§ Instructions to follow
Retype each line of the listing below, word for word.

§ Extracted information

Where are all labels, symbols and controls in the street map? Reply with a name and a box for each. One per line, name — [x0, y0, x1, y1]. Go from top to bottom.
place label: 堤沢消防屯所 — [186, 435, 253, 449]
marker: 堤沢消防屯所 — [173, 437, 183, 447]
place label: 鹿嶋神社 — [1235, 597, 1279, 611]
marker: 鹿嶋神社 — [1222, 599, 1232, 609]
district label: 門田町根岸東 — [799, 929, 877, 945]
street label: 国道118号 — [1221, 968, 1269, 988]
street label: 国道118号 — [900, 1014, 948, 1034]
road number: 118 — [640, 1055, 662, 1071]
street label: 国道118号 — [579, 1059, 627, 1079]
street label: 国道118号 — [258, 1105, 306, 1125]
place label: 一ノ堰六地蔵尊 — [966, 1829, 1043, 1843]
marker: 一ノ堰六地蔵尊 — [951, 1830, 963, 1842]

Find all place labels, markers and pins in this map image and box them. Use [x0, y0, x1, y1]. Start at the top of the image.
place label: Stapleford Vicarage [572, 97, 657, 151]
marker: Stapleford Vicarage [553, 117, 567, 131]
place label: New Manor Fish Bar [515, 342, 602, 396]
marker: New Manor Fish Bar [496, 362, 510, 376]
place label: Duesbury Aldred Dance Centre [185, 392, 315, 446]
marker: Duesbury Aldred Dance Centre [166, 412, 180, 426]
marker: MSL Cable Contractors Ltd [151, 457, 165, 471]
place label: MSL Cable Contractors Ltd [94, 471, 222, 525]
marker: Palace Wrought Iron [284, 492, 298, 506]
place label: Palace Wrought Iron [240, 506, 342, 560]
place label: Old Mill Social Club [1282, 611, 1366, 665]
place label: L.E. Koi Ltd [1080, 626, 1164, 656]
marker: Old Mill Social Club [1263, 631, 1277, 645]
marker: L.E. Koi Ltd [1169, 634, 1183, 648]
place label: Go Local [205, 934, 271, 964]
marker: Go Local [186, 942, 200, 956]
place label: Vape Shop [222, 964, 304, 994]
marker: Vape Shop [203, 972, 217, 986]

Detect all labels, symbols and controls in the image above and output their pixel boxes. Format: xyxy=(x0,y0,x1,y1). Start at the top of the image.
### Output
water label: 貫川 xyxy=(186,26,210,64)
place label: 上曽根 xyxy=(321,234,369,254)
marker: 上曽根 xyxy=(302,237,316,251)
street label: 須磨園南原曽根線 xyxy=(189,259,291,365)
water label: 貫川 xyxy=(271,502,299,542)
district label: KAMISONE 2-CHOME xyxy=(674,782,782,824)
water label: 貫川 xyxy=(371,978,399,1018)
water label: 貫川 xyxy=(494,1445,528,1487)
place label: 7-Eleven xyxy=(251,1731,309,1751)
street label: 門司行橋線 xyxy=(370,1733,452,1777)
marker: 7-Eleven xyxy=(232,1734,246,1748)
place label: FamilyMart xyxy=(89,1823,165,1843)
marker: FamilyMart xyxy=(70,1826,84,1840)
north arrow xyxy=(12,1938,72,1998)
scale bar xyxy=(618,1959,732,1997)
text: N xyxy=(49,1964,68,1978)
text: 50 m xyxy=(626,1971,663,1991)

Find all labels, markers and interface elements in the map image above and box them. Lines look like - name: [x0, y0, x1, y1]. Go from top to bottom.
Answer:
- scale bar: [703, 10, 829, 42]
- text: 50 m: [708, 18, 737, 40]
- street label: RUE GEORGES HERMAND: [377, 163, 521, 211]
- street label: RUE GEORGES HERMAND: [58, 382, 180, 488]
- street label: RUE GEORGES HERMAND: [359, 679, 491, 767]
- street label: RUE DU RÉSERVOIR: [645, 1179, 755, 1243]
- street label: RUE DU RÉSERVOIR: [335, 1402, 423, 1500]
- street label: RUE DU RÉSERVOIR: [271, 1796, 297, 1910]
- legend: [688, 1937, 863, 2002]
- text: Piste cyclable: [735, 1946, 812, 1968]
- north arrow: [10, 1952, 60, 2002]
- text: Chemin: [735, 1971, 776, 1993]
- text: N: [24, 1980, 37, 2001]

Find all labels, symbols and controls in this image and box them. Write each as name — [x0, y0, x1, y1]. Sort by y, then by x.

§ Problem solution
Where are all labels, symbols and controls in the street map? Reply with a name and a box for each. One per line, name — [x0, y0, x1, y1]. Go from top to bottom.
place label: 堤沢消防屯所 — [186, 435, 253, 449]
marker: 堤沢消防屯所 — [173, 437, 183, 447]
place label: 鹿嶋神社 — [1235, 597, 1279, 611]
marker: 鹿嶋神社 — [1222, 599, 1232, 609]
district label: 門田町根岸東 — [799, 929, 877, 945]
street label: 国道118号 — [1221, 968, 1269, 988]
street label: 国道118号 — [900, 1014, 948, 1034]
road number: 118 — [640, 1055, 662, 1071]
street label: 国道118号 — [579, 1059, 627, 1079]
street label: 国道118号 — [258, 1105, 306, 1125]
place label: 一ノ堰六地蔵尊 — [966, 1829, 1043, 1843]
marker: 一ノ堰六地蔵尊 — [951, 1830, 963, 1842]

Find all place labels, markers and pins in this map image and box them. Use [x0, y0, x1, y1]. Start at the top of the image.
place label: Stapleford Vicarage [572, 97, 657, 151]
marker: Stapleford Vicarage [553, 117, 567, 131]
place label: New Manor Fish Bar [515, 342, 602, 396]
marker: New Manor Fish Bar [496, 362, 510, 376]
place label: Duesbury Aldred Dance Centre [185, 392, 315, 446]
marker: Duesbury Aldred Dance Centre [166, 412, 180, 426]
marker: MSL Cable Contractors Ltd [151, 457, 165, 471]
place label: MSL Cable Contractors Ltd [94, 471, 222, 525]
marker: Palace Wrought Iron [284, 492, 298, 506]
place label: Palace Wrought Iron [240, 506, 342, 560]
place label: Old Mill Social Club [1282, 611, 1366, 665]
place label: L.E. Koi Ltd [1080, 626, 1164, 656]
marker: Old Mill Social Club [1263, 631, 1277, 645]
marker: L.E. Koi Ltd [1169, 634, 1183, 648]
place label: Go Local [205, 934, 271, 964]
marker: Go Local [186, 942, 200, 956]
place label: Vape Shop [222, 964, 304, 994]
marker: Vape Shop [203, 972, 217, 986]

Detect all labels, symbols and controls in the image above and output their pixel boxes. Format: xyxy=(x0,y0,x1,y1). Start at the top of the image.
### Output
water label: 貫川 xyxy=(186,26,210,64)
place label: 上曽根 xyxy=(321,234,369,254)
marker: 上曽根 xyxy=(302,237,316,251)
street label: 須磨園南原曽根線 xyxy=(189,259,291,365)
water label: 貫川 xyxy=(271,502,299,542)
district label: KAMISONE 2-CHOME xyxy=(674,782,782,824)
water label: 貫川 xyxy=(371,978,399,1018)
water label: 貫川 xyxy=(494,1445,528,1487)
place label: 7-Eleven xyxy=(251,1731,309,1751)
street label: 門司行橋線 xyxy=(370,1733,452,1777)
marker: 7-Eleven xyxy=(232,1734,246,1748)
place label: FamilyMart xyxy=(89,1823,165,1843)
marker: FamilyMart xyxy=(70,1826,84,1840)
north arrow xyxy=(12,1938,72,1998)
scale bar xyxy=(618,1959,732,1997)
text: N xyxy=(49,1964,68,1978)
text: 50 m xyxy=(626,1971,663,1991)

Find all labels, markers and interface elements in the map image above and box them. Lines look like - name: [x0, y0, x1, y1]. Go from top to bottom.
Answer:
- scale bar: [703, 10, 829, 42]
- text: 50 m: [708, 18, 737, 40]
- street label: RUE GEORGES HERMAND: [377, 163, 521, 211]
- street label: RUE GEORGES HERMAND: [58, 382, 180, 488]
- street label: RUE GEORGES HERMAND: [359, 679, 491, 767]
- street label: RUE DU RÉSERVOIR: [645, 1179, 755, 1243]
- street label: RUE DU RÉSERVOIR: [335, 1402, 423, 1500]
- street label: RUE DU RÉSERVOIR: [271, 1796, 297, 1910]
- legend: [688, 1937, 863, 2002]
- text: Piste cyclable: [735, 1946, 812, 1968]
- north arrow: [10, 1952, 60, 2002]
- text: Chemin: [735, 1971, 776, 1993]
- text: N: [24, 1980, 37, 2001]

Find all labels, symbols and controls in this image and box them. Write each as name — [x0, y0, x1, y1]. Sort by y, then by x.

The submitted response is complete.